The external generalized mechanical constraints may be chemical, electromagnetic, (including radiative), gravitational or pressure/volume or other simply mechanical constraints, including momental, as in radiative transfer. Thermodynamic work is defined to be measurable solely from knowledge of such external macroscopic constraint variables. These macroscopic variables always occur in conjugate pairs, for example pressure and volume, magnetic flux density and magnetization, mole fraction and chemical potential. In the SI system of measurement, work is measured in joules (symbol: J). The rate at which work is performed is power.
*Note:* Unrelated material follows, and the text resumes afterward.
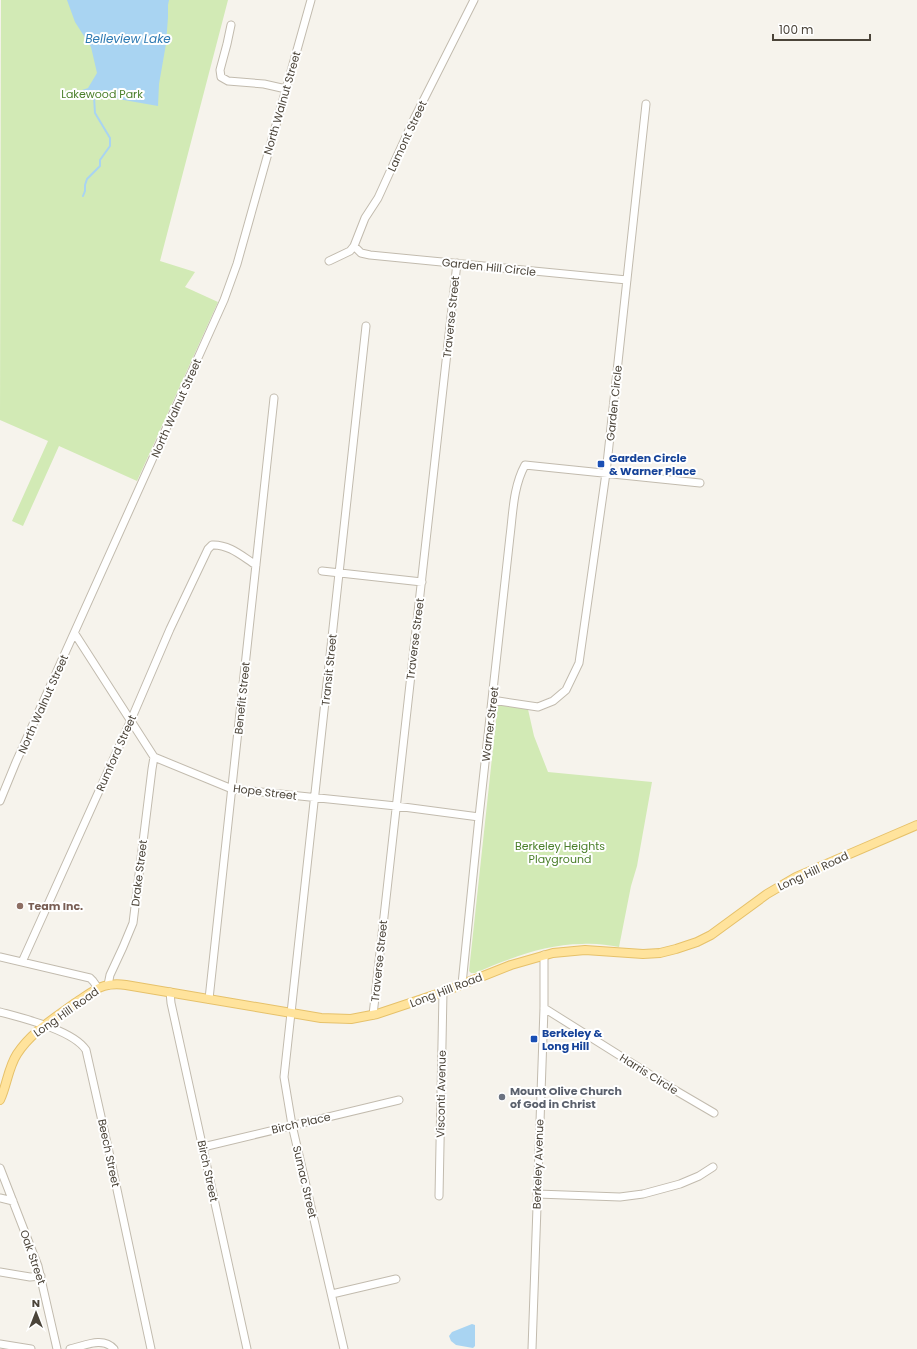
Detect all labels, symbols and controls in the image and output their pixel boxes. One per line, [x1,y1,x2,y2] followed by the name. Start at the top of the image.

It is customary to calculate amount of energy transferred as work through quantities external to the system of interest, and thus belonging to its surroundings. Nevertheless, for historical reasons, the customary sign convention is to consider work done by the system on its surroundings as positive. Although all real physical processes entail some dissipation of kinetic energy, it is matter of principle that the dissipation that results from transfer of energy as work occurs only inside the system; energy dissipated outside the system, in the process of transfer of energy, is not counted as thermodynamic work. Thermodynamic work does not account for any energy transferred between systems as heat.

Mechanical thermodynamic work is performed by actions such as compression, and including shaft work, stirring, and rubbing. In the simplest case, for example, there are work of change of volume against a resisting pressure, and work without change of volume, known as isochoric work. An example of isochoric work is when an outside agency, in the surrounds of the system, drives a frictional action on the surface of the system. In this case the dissipation is not necessarily actually confined to the system, and the quantity of energy so transferred as work must be estimated through the overall change of state of the system as measured by both its mechanically and externally measurable deformation variables (such as its volume), and its non-deformation variable (usually internal to the system, for example its empirical temperature, regarded not as a temperature but simply as a mechanically measurable variable). In a process of transfer of energy by work, the internal energy of the final state of the system is then measured by the amount of adiabatic work of change of volume that would have been necessary to reach it from the initial state, such adiabatic work being measurable only through the externally measurable mechanical or deformation variables of the system, but including also full information about the forces exerted by the surroundings on the system during the process. In the case of some of Joule's measurements, the process was so arranged that heat produced outside the system by the frictional process was practically entirely transferred into the system during the process, so that the quantity of work done by the surrounds on the system could be calculated as shaft work, an external mechanical variable. For closed systems, internal energy changes in a system other than as work transfer are as heat.